§ 970.15404-4-3 - Types of contracts and fee arrangements.  


Latest version.
  • (a) Contract types and fee arrangements suitable for management and operating contracts may include cost, cost-plus-fixed-fee, cost-plus-award-fee, cost-plus-incentive-fee, fixed-price incentive, firm-fixed-price or any combination thereof. See FAR 16.1. In accordance with 48 CFR 970.15404-4-1(b)(1), the fee arrangement chosen for each work element should reflect the financial risk for project failure that contractors are willing to accept. Contracting officials shall structure each contract and the elements of the work in such a manner that the risk is manageable and, therefore, assumable by the contractor.

    (b) Consistent with the concept of a performance-based management contract, those contract types which incentivize performance and cost control are preferred over a cost-plus-fixed-fee arrangement. Accordingly, a cost-plus-fixed-fee contract in instances other than those set forth in 48 CFR 970.15404-4-2(c)(2) may only be used when approved in advance by the Procurement Executive, or designee.

    (c) A cost-plus-award-fee contract is generally the appropriate contract type for a management and operating contract.

    (1) Where work cannot be adequately defined to the point that a fixed price contract is acceptable, the attainment of acquisition objectives generally will be enhanced by using a cost-plus-award-fee contract or other incentive fee arrangement to effectively motivate the contractor to superior performance and to provide the Department with flexibility to evaluate actual performance and the conditions under which it was achieved.

    (2) The construct of fee for a cost-plus-award-fee management and operating contract is that total available fee will equal a base fee amount and a performance fee amount.

    The total available fee amount including the performance fee amount the contractor may earn, in whole or in part during performance, shall be established annually (or as otherwise agreed to by the parties and approved by the Procurement Executive, or designee), in an amount sufficient to motivate performance excellence.

    (3) However, consistent with concepts of performance-based contracting, it is Departmental policy to place fee at risk based on performance. Accordingly, a base fee amount will be available only when approved in advance by the Procurement Executive, or designee, except as permitted in 48 CFR 970.15404-4-2(c)(1). Any base fee amount shall be fixed, expressed as a percent of the total available fee at inception of the contract, and shall not exceed that percent during the life of the contract.

    (4) The performance fee amount may consist of an objective fee component and a subjective fee component. Objective performance measures, when appropriately applied, provide greater incentives for superior performance than do subjective performance measures and should be used to the maximum extent appropriate. Subjective measures should be used when it is not feasible to devise effective predetermined objective measures applicable to cost, technical performance, or schedule for particular work elements.

    (d) Consistent with performance-based contracting concepts, performance objectives and measures related to performance fee should be as clearly defined as possible and, where feasible, expressed in terms of desired performance results or outcomes. Specific measures for determining performance achievement should be used. The contract should identify the amount and allocation of fee to each performance result or outcome.
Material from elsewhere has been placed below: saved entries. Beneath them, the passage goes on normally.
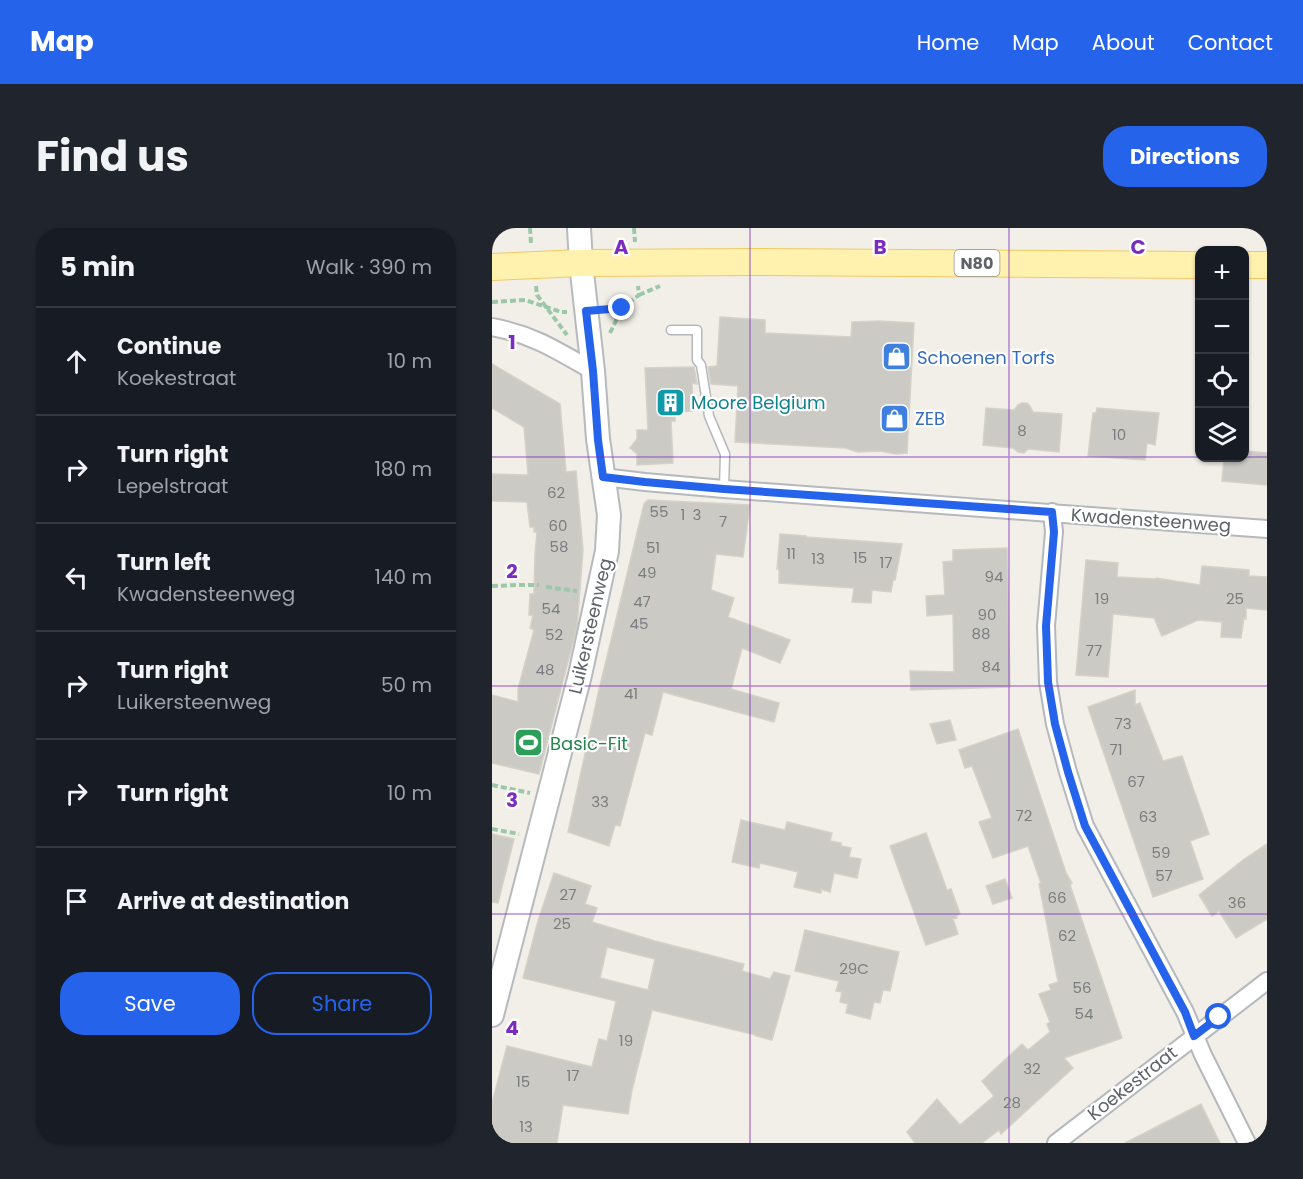 <!DOCTYPE html>
<meta charset="utf-8">
<style>
body{margin:0;font-family:Poppins,sans-serif;background:#20242c;color:#f1f3f6}
.controls{position:absolute;right:18px;top:18px;display:grid;overflow:hidden;border-radius:12px;box-shadow:0 2px 4px #0004}
.controls button{width:54px;height:54px;display:grid;place-items:center;padding:0;border:0;border-bottom:2px solid #363941;background:#171b24;color:#f1f3f6;font:30px sans-serif}
.stop{position:absolute;width:18px;height:18px;margin:-14px;border:4px solid #2563eb;border-radius:50%;background:#fff}
.stop.end{background:#2563eb;border-color:#fff;box-shadow:0 2px 6px #0008}
.list{margin:0;padding:0;list-style:none}
h2{display:flex;justify-content:space-between;align-items:center;height:78px;margin:0;padding:0 24px;font-size:26px}
h2 small{font-size:20px;font-weight:400;color:#9ea1a6}
.list li{display:grid;grid-template-columns:39px 1fr auto;gap:18px;align-items:center;box-sizing:border-box;height:108px;padding:0 24px;border-top:2px solid #363941}
.list b{display:block;font-size:22px;white-space:nowrap}
.list p{margin:0;font-size:20px;white-space:nowrap;color:#9ea1a6}
.list em{font-size:20px;font-style:normal;color:#9ea1a6}
.actions{display:flex;gap:12px;padding:18px 24px}
.actions a{flex:1;padding:14px 0;border:2px solid #2563eb;border-radius:24px;text-align:center;font-size:21px;color:#2563eb}
.actions .main{background:#2563eb;color:#fff}
.icon{flex:none;width:33px;height:33px;fill:none;stroke:currentColor;stroke-width:2;stroke-linecap:round;stroke-linejoin:round}
.map{position:relative;flex:none;width:775px;height:915px;overflow:hidden;border-radius:24px}
header{display:flex;align-items:center;gap:36px;box-sizing:border-box;height:84px;padding:0 30px;background:#2563eb;color:#fff}
header strong{font-size:28px}
nav{display:flex;gap:33px;margin-inline-start:auto;font-size:21px}
.intro{display:flex;align-items:center;justify-content:space-between;box-sizing:border-box;height:144px;padding:0 36px}
h1{margin:0;font-size:42px}
.button{padding:15px 27px;border-radius:24px;background:#2563eb;color:#fff;font-size:21px;font-weight:700}
main{display:flex;gap:36px;padding:0 36px}
aside{flex:1;background:#171b24;border-radius:24px;box-shadow:0 2px 4px #0004}
.map>svg:first-child{display:block}
.building{fill:#cccac5;stroke:#d6d1c6;stroke-width:1.5;fill-rule:evenodd}
.lines{fill:none;stroke-linecap:round;stroke-linejoin:round}
.lane-casing{stroke:#b5b8bc;stroke-width:11}
.street-casing{stroke:#b5b8bc;stroke-width:20}
.secondary-casing{stroke:#b6babf;stroke-width:26}
.primary-casing{stroke:#f2c960;stroke-width:28}
.path{stroke:#9cc7a9;stroke-width:4;stroke-dasharray:6 3;stroke-linecap:butt}
.lane{stroke:#fff;stroke-width:8}
.street{stroke:#fff;stroke-width:16}
.secondary{stroke:#fff;stroke-width:22}
.primary{stroke:#fff2af;stroke-width:26}
.route{stroke:#2563eb;stroke-width:8}
.grid{fill:none;stroke:#7b2cbf;stroke-width:1.5;stroke-opacity:0.55}
.labels{text-anchor:middle;dominant-baseline:central;stroke-width:4.5;stroke-linejoin:round;paint-order:stroke}
.number-label{font-size:15px;fill:#7a7d7f}
.shield{fill:#fff;stroke:#8f9295;stroke-width:1.5}
.shield-label{font-size:16px;font-weight:bold;fill:#5f6368}
.shop-label{font-size:18px;fill:#366cbe;stroke:#fff;text-anchor:start}
.culture-label{font-size:18px;fill:#0d838f;stroke:#fff;text-anchor:start}
.street-label{font-size:18px;fill:#5f6368;stroke:#fff}
.leisure-label{font-size:18px;fill:#27864d;stroke:#fff;text-anchor:start}
.grid-label{font-size:20px;text-anchor:middle;font-weight:bold;fill:#7b2cbf;stroke:#fff;stroke-width:4.5;stroke-linejoin:round;paint-order:stroke}
</style>
<header>
<strong>Map</strong>
<nav><a>Home</a><a>Map</a><a>About</a><a>Contact</a></nav>
</header>
<div class="intro"><h1>Find us</h1><a class="button">Directions</a></div>
<main>
<aside>
<h2>5 min<small>Walk · 390 m</small></h2>
<ul class="list">
<li><svg class="icon" aria-label="ahead" viewBox="0 0 24 24"><path d="M12 20V5M6 11l6-6 6 6"/></svg><div><b>Continue</b><p>Koekestraat</p></div><em>10 m</em></li>
<li><svg class="icon" aria-label="right" viewBox="0 0 24 24"><path d="M7 20v-9h11M14 6l5 5-5 5"/></svg><div><b>Turn right</b><p>Lepelstraat</p></div><em>180 m</em></li>
<li><svg class="icon" aria-label="left" viewBox="0 0 24 24"><path d="M17 20v-9H6M10 6l-5 5 5 5"/></svg><div><b>Turn left</b><p>Kwadensteenweg</p></div><em>140 m</em></li>
<li><svg class="icon" aria-label="right" viewBox="0 0 24 24"><path d="M7 20v-9h11M14 6l5 5-5 5"/></svg><div><b>Turn right</b><p>Luikersteenweg</p></div><em>50 m</em></li>
<li><svg class="icon" aria-label="right" viewBox="0 0 24 24"><path d="M7 20v-9h11M14 6l5 5-5 5"/></svg><div><b>Turn right</b></div><em>10 m</em></li>
<li><svg class="icon" aria-label="arrive" viewBox="0 0 24 24"><path d="M6 21V4h12l-3 4 3 4H6"/></svg><div><b>Arrive at destination</b></div></li>
</ul>
<div class="actions"><a class="main">Save</a><a>Share</a></div>
</aside>
<div class="map">
<svg width="775" height="915" viewBox="0 0 775 915">
<rect width="100%" height="100%" fill="#f1efe8"/>
<!-- building -->
<g class="building">
<polygon points="228,89 273,92 273,105 359,109 360,94 388,93 422,95 415,225 404,226 388,223 366,224 353,220 243,214 246,158 219,156 216,139 225,138"/>
<polygon points="0,136 68,176 74,244 84,243 91,322 85,399 47,546 0,535 0,467 26,474 26,461 42,402 38,400 41,387 37,387 38,366 42,366 43,326 45,304 42,304 42,299 38,299 35,274 0,273 0,246 36,247 32,199 0,180"/>
<polygon points="202,139 205,156 200,155 201,183 183,184 183,193 179,193 181,235 145,237 145,226 138,220 145,211 145,202 156,202 153,140"/>
<polygon points="530,175 535,175 538,178 541,184 570,186 567,224 536,221 532,225 526,224 521,220 491,217 494,180 522,182 526,177"/>
<polygon points="605,180 667,185 663,217 655,215 653,232 596,228 601,185 604,185"/>
<polygon points="753,223 775,225 775,257 730,253 732,230 753,230"/>
<polygon points="156,272 258,277 251,329 224,326 219,362 242,370 236,389 298,412 288,435 250,420 239,461 287,475 282,494 171,464 160,507 153,505 128,598 123,597 117,618 76,604 106,466 152,276"/>
<polygon points="288,306 314,308 314,309 410,316 403,352 401,352 399,364 380,362 379,375 360,374 362,360 287,355 287,341 285,341"/>
<polygon points="515,320 518,459 419,462 418,443 462,444 461,386 435,388 434,368 453,367 451,334 461,333 461,322"/>
<polygon points="594,332 626,335 625,349 663,351 664,350 708,357 710,338 757,342 757,348 775,349 775,382 754,380 754,391 752,390 749,410 729,409 730,394 706,392 670,408 662,390 621,386 616,449 584,447"/>
<polygon points="643,462 643,477 648,475 671,533 690,528 717,606 698,613 711,651 661,669 596,479"/>
<polygon points="458,492 464,512 445,516 438,496"/>
<polygon points="526,501 574,645 580,655 578,657 630,810 572,830 581,840 509,906 507,902 490,915 423,915 415,904 445,871 468,897 502,868 490,853 530,816 536,822 558,804 555,796 558,794 547,766 559,762 557,757 566,754 547,656 549,655 536,618 501,630 487,594 500,590 480,538 473,540 467,522"/>
<polygon points="249,592 293,602 295,594 340,605 338,613 349,615 349,618 359,620 357,629 369,631 365,650 342,645 338,664 329,661 329,665 302,659 306,644 268,635 267,640 240,634"/>
<polygon points="434,605 455,662 459,661 468,686 464,688 465,690 461,691 466,706 434,717 398,618"/>
<polygon points="0,606 22,611 6,675 0,674"/>
<polygon points="775,616 775,691 744,710 727,683 720,688 707,667 751,632"/>
<path d="M62 645 99 658 93 676 105 680 100 694 163 713 252 736 250 743 278 751 282 744 298 748 280 812 264 808V807L160 782 140 862 136 886 71 877 65 915H0V875L15 818 100 839 107 811 115 813 124 773 31 750 46 693ZM115 719 163 731 156 762 108 750Z"/>
<polygon points="513,651 520,670 501,676 494,658"/>
<polygon points="313,702 407,724 398,763 391,762 388,775 382,774 378,791 354,785 356,776 348,774 350,764 344,763 347,753 303,743"/>
<polygon points="709,876 728,915 633,915 674,894"/>
</g>
<g class="lines">
<defs>
<polyline id="lane" points="179,102 205,102 205,132 209,137 217,188 233,226 232,261"/>
<g id="street">
<path d="M0 99C40 106 66 123 101 143"/>
<polyline points="111,249 153,254 232,261 775,301"/>
<polyline points="560,284 562,304 554,398 556,454 563,496 576,544 593,598 693,784 711,827 755,915"/>
<polyline points="564,915 775,753"/>
</g>
<polyline id="secondary" points="0,787 88,447 115,323 117,287 106,211 101,143 89,35 87,0"/>
<g id="primary">
<polyline points="752,37 775,37"/>
<polyline points="0,39 89,35 262,34 708,37"/>
</g>
</defs>
<!-- lane casing -->
<use href="#lane" class="lane-casing"/>
<!-- street casing -->
<use href="#street" class="street-casing"/>
<!-- secondary casing -->
<use href="#secondary" class="secondary-casing"/>
<!-- primary casing -->
<use href="#primary" class="primary-casing"/>
<!-- path -->
<g class="path">
<polyline points="38,0 39,15"/>
<polyline points="142,0 143,14"/>
<polyline points="44,58 45,67 75,107"/>
<polyline points="147,67 168,58"/>
<polyline points="0,74 33,72 69,84 75,84"/>
<polyline points="113,82 129,80"/>
<polyline points="118,105 130,80 147,67 146,58"/>
<polyline points="0,358 27,357 47,357"/>
<polyline points="54,359 85,363"/>
<polyline points="0,557 38,565"/>
<polyline points="0,601 27,606"/>
</g>
<!-- lane -->
<use href="#lane" class="lane"/>
<!-- street -->
<use href="#street" class="street"/>
<!-- secondary -->
<use href="#secondary" class="secondary"/>
<!-- primary -->
<use href="#primary" class="primary"/>
</g>
<g class="lines">
<!-- route -->
<polyline class="route" points="130,80 94,83 101,143 106,212 111,249 153,254 232,261 560,284 562,304 554,398 556,454 563,496 576,544 593,598 693,784 702,808 727,789"/>
</g>
<!-- grid -->
<path class="grid" d="M258 0V915M517 0V915M0 229H708M752 229H775M0 458H775M0 686H775"/>
<!-- icons -->
<defs>
<symbol id="shop-square" viewBox="-11 -11 22 22"><rect x="-9" y="-9" width="18" height="18" rx="4" fill="#3f7fe0" stroke="#fff"/><path d="M-5-2.5h2.3a2.7 3.5 0 0 1 5.4 0H5L5.5 6h-11ZM-1.5-2.5h3a1.5 2.3 0 0 0-3 0Z" fill="#fff"/></symbol>
<symbol id="building-square" viewBox="-11 -11 22 22"><rect x="-9" y="-9" width="18" height="18" rx="4" fill="#0f9aa8" stroke="#fff"/><path d="M-4-6H4V6H1V3H-1V6H-4ZM-2.5-4.3h1.7v1.8h-1.7ZM.8-4.3h1.7v1.8H.8ZM-2.5-1h1.7V.8h-1.7ZM.8-1h1.7V.8H.8Z" fill="#fff"/></symbol>
<symbol id="stadium-square" viewBox="-11 -11 22 22"><rect x="-9" y="-9" width="18" height="18" rx="4" fill="#2e9e5b" stroke="#fff"/><path d="M0-5a6.5 5 0 1 0 0 10a6.5 5 0 1 0 0-10ZM-3.5-1.8h7v3.6h-7Z" fill="#fff"/></symbol>
</defs>
<g fill-rule="evenodd">
<use href="#shop-square" x="388" y="112" width="33" height="33"/>
<use href="#building-square" x="162" y="158" width="33" height="33"/>
<use href="#shop-square" x="386" y="174" width="33" height="33"/>
<use href="#stadium-square" x="20" y="498" width="33" height="33"/>
</g>
<g class="labels">
<!-- number labels -->
<g class="number-label">
<text x="530" y="202">8</text>
<text x="627" y="206">10</text>
<text x="64" y="264">62</text>
<text x="167" y="283">55</text>
<text x="191" y="286">1</text>
<text x="205" y="286">3</text>
<text x="231" y="293">7</text>
<text x="66" y="297">60</text>
<text x="67" y="318">58</text>
<text x="161" y="319">51</text>
<text x="299" y="325">11</text>
<text x="368" y="329">15</text>
<text x="326" y="330">13</text>
<text x="394" y="334">17</text>
<text x="155" y="344">49</text>
<text x="502" y="348">94</text>
<text x="610" y="370">19</text>
<text x="743" y="370">25</text>
<text x="150" y="373">47</text>
<text x="59" y="380">54</text>
<text x="495" y="386">90</text>
<text x="147" y="395">45</text>
<text x="489" y="405">88</text>
<text x="62" y="406">52</text>
<text x="602" y="422">77</text>
<text x="499" y="438">84</text>
<text x="53" y="441">48</text>
<text x="139" y="465">41</text>
<text x="631" y="495">73</text>
<text x="624" y="521">71</text>
<text x="644" y="553">67</text>
<text x="108" y="573">33</text>
<text x="532" y="587">72</text>
<text x="656" y="588">63</text>
<text x="669" y="624">59</text>
<text x="672" y="647">57</text>
<text x="76" y="666">27</text>
<text x="565" y="669">66</text>
<text x="745" y="674">36</text>
<text x="70" y="695">25</text>
<text x="575" y="707">62</text>
<text x="362" y="740">29C</text>
<text x="590" y="759">56</text>
<text x="592" y="785">54</text>
<text x="134" y="812">19</text>
<text x="540" y="840">32</text>
<text x="81" y="847">17</text>
<text x="31" y="853">15</text>
<text x="520" y="874">28</text>
<text x="34" y="898">13</text>
</g>
<!-- shield labels -->
<rect class="shield" x="462.5" y="22" width="45" height="26" rx="4.5"/>
<g class="shield-label">
<text x="485" y="35">N80</text>
</g>
<!-- shop labels -->
<g class="shop-label">
<text x="425" y="129">Schoenen Torfs</text>
<text x="423" y="190">ZEB</text>
</g>
<!-- culture labels -->
<g class="culture-label">
<text x="199" y="174">Moore Belgium</text>
</g>
<!-- street labels -->
<g class="street-label">
<text transform="translate(659 292) rotate(4)">Kwadensteenweg</text>
<text transform="translate(98 398) rotate(-77)">Luikersteenweg</text>
<text transform="translate(640 855) rotate(-38)">Koekestraat</text>
</g>
<!-- leisure labels -->
<g class="leisure-label">
<text x="58" y="515">Basic-Fit</text>
</g>
</g>
<g class="grid-label">
<text x="129" y="26">A</text>
<text x="388" y="26">B</text>
<text x="646" y="26">C</text>
<text x="20" y="121">1</text>
<text x="20" y="350">2</text>
<text x="20" y="579">3</text>
<text x="20" y="807">4</text>
</g>
</svg>
<div class="controls">
<button>+</button>
<button>−</button>
<button><svg class="icon" aria-label="locate" viewBox="0 0 24 24"><circle cx="12" cy="12" r="6"/><path d="M12 2v4M12 18v4M2 12h4M18 12h4"/></svg></button>
<button><svg class="icon" aria-label="layers" viewBox="0 0 24 24"><path d="M12 4l9 5-9 5-9-5zM3 14l9 5 9-5"/></svg></button>
</div>
<div class="stop" style="left:727px;top:789px"></div>
<div class="stop end" style="left:130px;top:80px"></div>
</div>
</main>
    (e) Because the nature and complexity of the work performed under a management and operating contract may be varied, opportunities may exist to utilize multiple contract types and fee arrangements. Consistent with paragraph (a) of this subsection and FAR 16.1, the contracting officer should apply that contract type or fee arrangement most appropriate to the work component. However, multiple contract types or fee arrangements:

    (1) Must conform to the requirements of DEAR Part 915 and FAR Parts 15 and 16, and

    (2) Where appropriate to the type, must be supported by

    (i) Negotiated costs subject to the requirements of the Truth in Negotiations Act,

    (ii) A pre-negotiation memorandum, and

    (iii) A plan describing how each contract type or fee arrangement will be administered.

    (f) Cost reduction incentives are addressed in 48 CFR 970.5204-87, “Cost Reduction.” This clause provides for incentives for quantifiable cost reductions associated with contractor proposed changes to a design, process, or method that has an established cost, technical, and schedule baseline, is defined, and is subject to a formal control procedure. The clause is to be included in management and operating contracts as appropriate. Proposed changes must be: initiated by the contractor, innovative, applied to a specific project or program, and not otherwise included in an incentive under the contract. Such cost reduction incentives do not constitute fee and are not subject to statutory or regulatory fee limitations; however, they are subject to all appropriate requirements set forth in this regulation.

    (g) Operations and field offices shall take the lead in developing and implementing the most appropriate pricing arrangement or cost reduction incentive for the requirements. Pricing arrangements which provide incentives for performance and cost control are preferred over those that do not. The operations and field offices are to ensure that the necessary resources and infrastructure exist within both the contractor's and government's organizations to prepare, evaluate, and administer the pricing arrangement or cost reduction incentive prior to its implementation.